> [Work item] Pictures aside, write out every record exactly as it appears.

> [Record extracts]
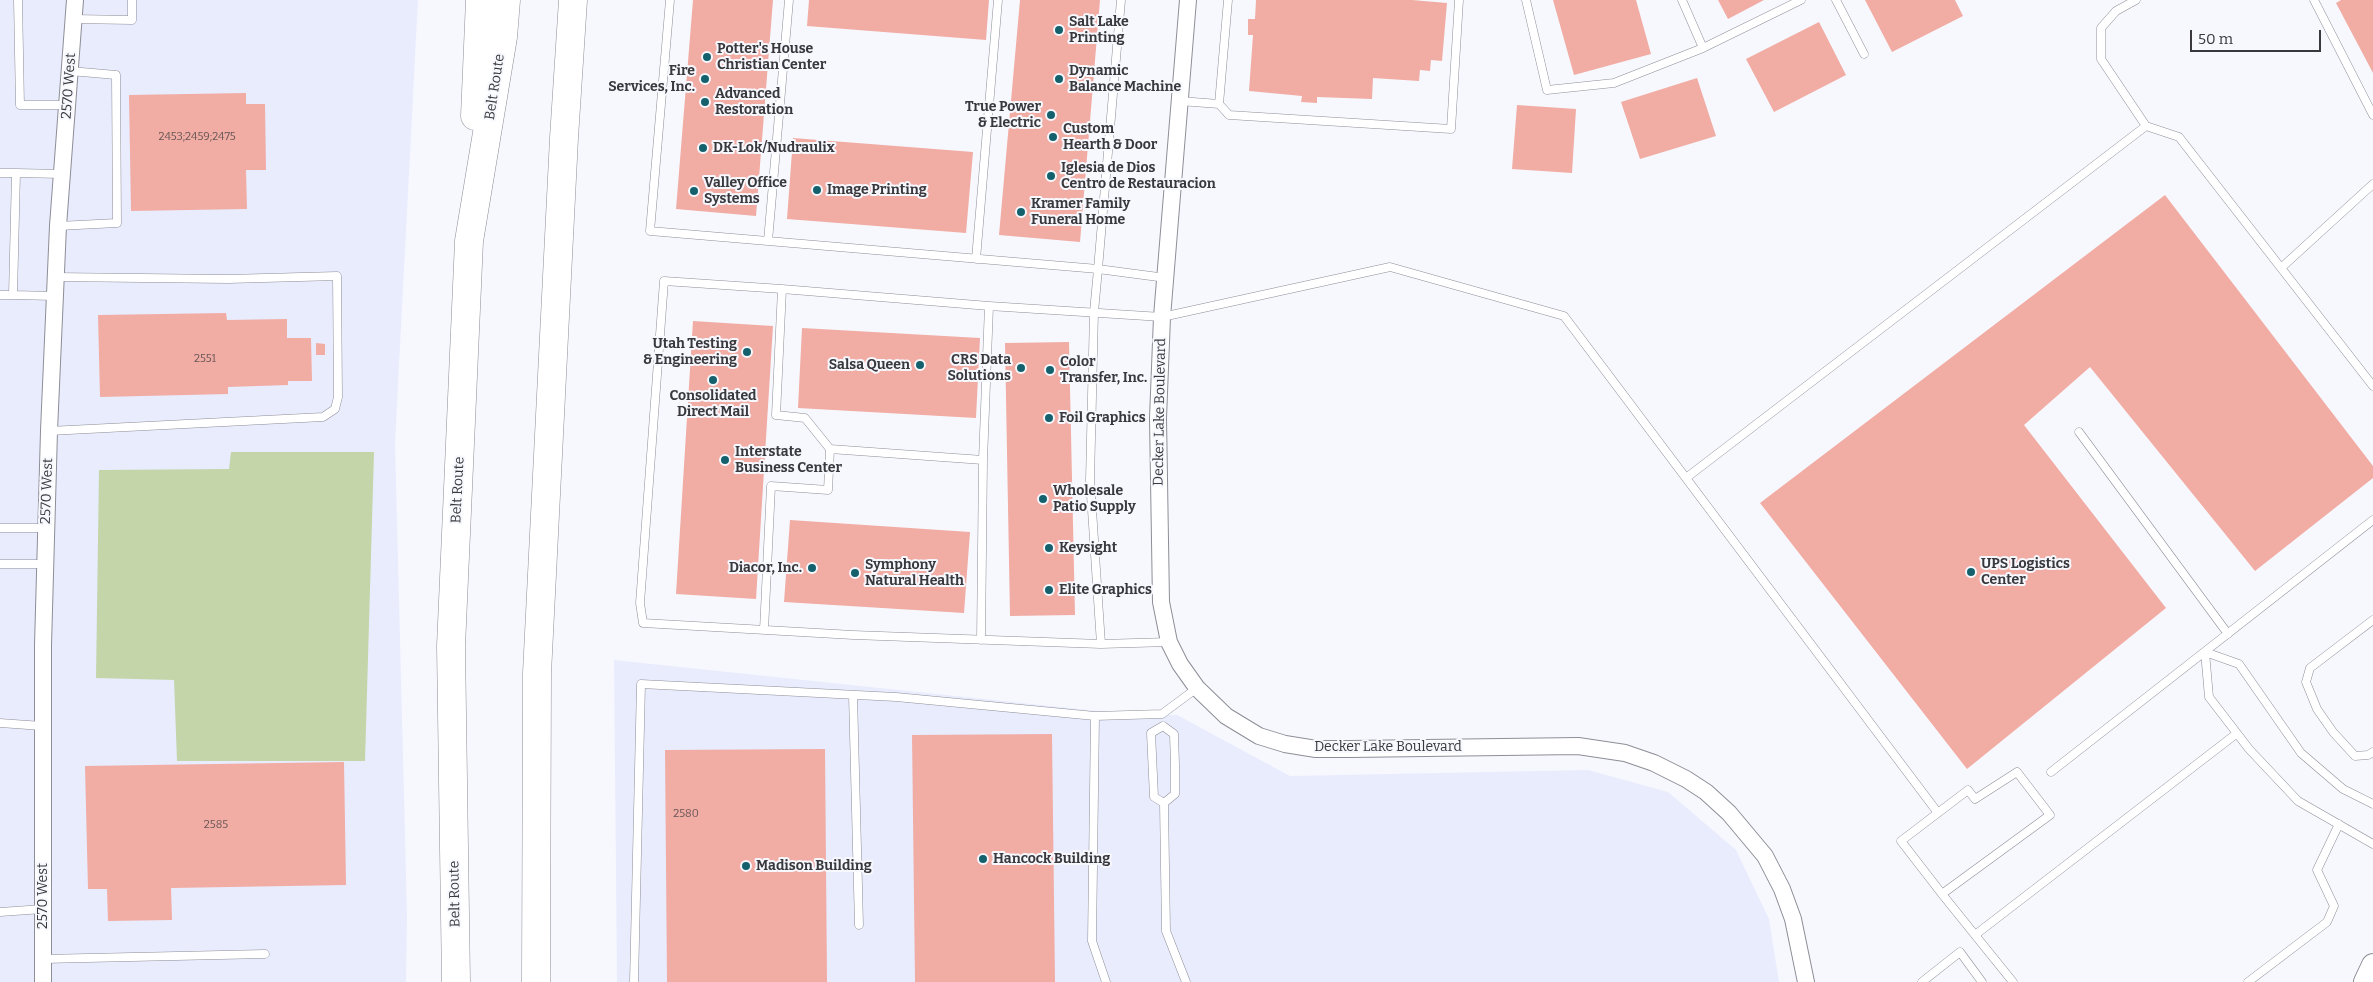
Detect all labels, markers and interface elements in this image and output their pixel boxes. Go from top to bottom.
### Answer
place label: Salt Lake Printing [1069,14,1129,46]
scale bar [2193,20,2324,52]
marker: Salt Lake Printing [1053,24,1065,36]
text: 50 m [2198,30,2233,48]
place label: Potter's House Christian Center [717,41,826,74]
marker: Potter's House Christian Center [701,51,713,63]
street label: 2570 West [58,52,80,120]
street label: Belt Route [481,53,509,121]
place label: Fire Services, Inc. [608,63,695,95]
place label: Dynamic Balance Machine [1069,63,1181,95]
marker: Fire Services, Inc. [699,73,711,85]
marker: Dynamic Balance Machine [1053,73,1065,85]
place label: Advanced Restoration [715,86,793,118]
marker: Advanced Restoration [699,96,711,108]
place label: True Power & Electric [965,99,1041,132]
marker: True Power & Electric [1045,109,1057,121]
place label: Custom Hearth & Door [1063,121,1157,154]
house number: 2453;2459;2475 [158,130,236,144]
marker: Custom Hearth & Door [1047,131,1059,143]
place label: DK-Lok/Nudraulix [713,140,835,156]
marker: DK-Lok/Nudraulix [697,142,709,154]
place label: Iglesia de Dios Centro de Restauracion [1061,160,1216,192]
marker: Iglesia de Dios Centro de Restauracion [1045,170,1057,182]
place label: Valley Office Systems [704,175,787,208]
place label: Image Printing [827,182,927,198]
marker: Image Printing [811,184,823,196]
marker: Valley Office Systems [688,185,700,197]
place label: Kramer Family Funeral Home [1031,196,1130,228]
marker: Kramer Family Funeral Home [1015,206,1027,218]
place label: Utah Testing & Engineering [643,336,737,368]
street label: Decker Lake Boulevard [1150,338,1170,486]
marker: Utah Testing & Engineering [741,346,753,358]
house number: 2551 [194,352,216,366]
place label: CRS Data Solutions [947,352,1011,384]
place label: Color Transfer, Inc. [1060,354,1147,387]
place label: Salsa Queen [829,357,910,373]
marker: Salsa Queen [914,359,926,371]
marker: CRS Data Solutions [1015,362,1027,374]
marker: Color Transfer, Inc. [1044,364,1056,376]
marker: Consolidated Direct Mail [707,374,719,386]
place label: Consolidated Direct Mail [669,388,757,421]
place label: Foil Graphics [1059,410,1146,426]
marker: Foil Graphics [1043,412,1055,424]
place label: Interstate Business Center [735,444,842,477]
marker: Interstate Business Center [719,454,731,466]
street label: Belt Route [448,456,468,524]
street label: 2570 West [37,458,57,524]
place label: Wholesale Patio Supply [1053,483,1136,516]
marker: Wholesale Patio Supply [1037,493,1049,505]
place label: Keysight [1059,540,1117,556]
marker: Keysight [1043,542,1055,554]
place label: UPS Logistics Center [1981,556,2070,588]
place label: Symphony Natural Health [865,557,964,590]
place label: Diacor, Inc. [729,560,802,576]
marker: Diacor, Inc. [806,562,818,574]
marker: UPS Logistics Center [1965,566,1977,578]
marker: Symphony Natural Health [849,567,861,579]
place label: Elite Graphics [1059,582,1152,598]
marker: Elite Graphics [1043,584,1055,596]
street label: Decker Lake Boulevard [1314,739,1462,755]
house number: 2580 [673,807,699,821]
house number: 2585 [204,818,228,832]
place label: Hancock Building [993,851,1110,867]
marker: Hancock Building [977,853,989,865]
place label: Madison Building [756,858,872,874]
marker: Madison Building [740,860,752,872]
street label: Belt Route [446,861,464,927]
street label: 2570 West [35,863,51,929]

> [Answer]
Detect all labels, markers and interface elements in this image and output their pixel boxes. Go from top to bottom.
### Answer
place label: Salt Lake Printing [1069,14,1129,46]
scale bar [2193,20,2324,52]
marker: Salt Lake Printing [1053,24,1065,36]
text: 50 m [2198,30,2233,48]
place label: Potter's House Christian Center [717,41,826,74]
marker: Potter's House Christian Center [701,51,713,63]
street label: 2570 West [58,52,80,120]
street label: Belt Route [481,53,509,121]
place label: Fire Services, Inc. [608,63,695,95]
place label: Dynamic Balance Machine [1069,63,1181,95]
marker: Fire Services, Inc. [699,73,711,85]
marker: Dynamic Balance Machine [1053,73,1065,85]
place label: Advanced Restoration [715,86,793,118]
marker: Advanced Restoration [699,96,711,108]
place label: True Power & Electric [965,99,1041,132]
marker: True Power & Electric [1045,109,1057,121]
place label: Custom Hearth & Door [1063,121,1157,154]
house number: 2453;2459;2475 [158,130,236,144]
marker: Custom Hearth & Door [1047,131,1059,143]
place label: DK-Lok/Nudraulix [713,140,835,156]
marker: DK-Lok/Nudraulix [697,142,709,154]
place label: Iglesia de Dios Centro de Restauracion [1061,160,1216,192]
marker: Iglesia de Dios Centro de Restauracion [1045,170,1057,182]
place label: Valley Office Systems [704,175,787,208]
place label: Image Printing [827,182,927,198]
marker: Image Printing [811,184,823,196]
marker: Valley Office Systems [688,185,700,197]
place label: Kramer Family Funeral Home [1031,196,1130,228]
marker: Kramer Family Funeral Home [1015,206,1027,218]
place label: Utah Testing & Engineering [643,336,737,368]
street label: Decker Lake Boulevard [1150,338,1170,486]
marker: Utah Testing & Engineering [741,346,753,358]
house number: 2551 [194,352,216,366]
place label: CRS Data Solutions [947,352,1011,384]
place label: Color Transfer, Inc. [1060,354,1147,387]
place label: Salsa Queen [829,357,910,373]
marker: Salsa Queen [914,359,926,371]
marker: CRS Data Solutions [1015,362,1027,374]
marker: Color Transfer, Inc. [1044,364,1056,376]
marker: Consolidated Direct Mail [707,374,719,386]
place label: Consolidated Direct Mail [669,388,757,421]
place label: Foil Graphics [1059,410,1146,426]
marker: Foil Graphics [1043,412,1055,424]
place label: Interstate Business Center [735,444,842,477]
marker: Interstate Business Center [719,454,731,466]
street label: Belt Route [448,456,468,524]
street label: 2570 West [37,458,57,524]
place label: Wholesale Patio Supply [1053,483,1136,516]
marker: Wholesale Patio Supply [1037,493,1049,505]
place label: Keysight [1059,540,1117,556]
marker: Keysight [1043,542,1055,554]
place label: UPS Logistics Center [1981,556,2070,588]
place label: Symphony Natural Health [865,557,964,590]
place label: Diacor, Inc. [729,560,802,576]
marker: Diacor, Inc. [806,562,818,574]
marker: UPS Logistics Center [1965,566,1977,578]
marker: Symphony Natural Health [849,567,861,579]
place label: Elite Graphics [1059,582,1152,598]
marker: Elite Graphics [1043,584,1055,596]
street label: Decker Lake Boulevard [1314,739,1462,755]
house number: 2580 [673,807,699,821]
house number: 2585 [204,818,228,832]
place label: Hancock Building [993,851,1110,867]
marker: Hancock Building [977,853,989,865]
place label: Madison Building [756,858,872,874]
marker: Madison Building [740,860,752,872]
street label: Belt Route [446,861,464,927]
street label: 2570 West [35,863,51,929]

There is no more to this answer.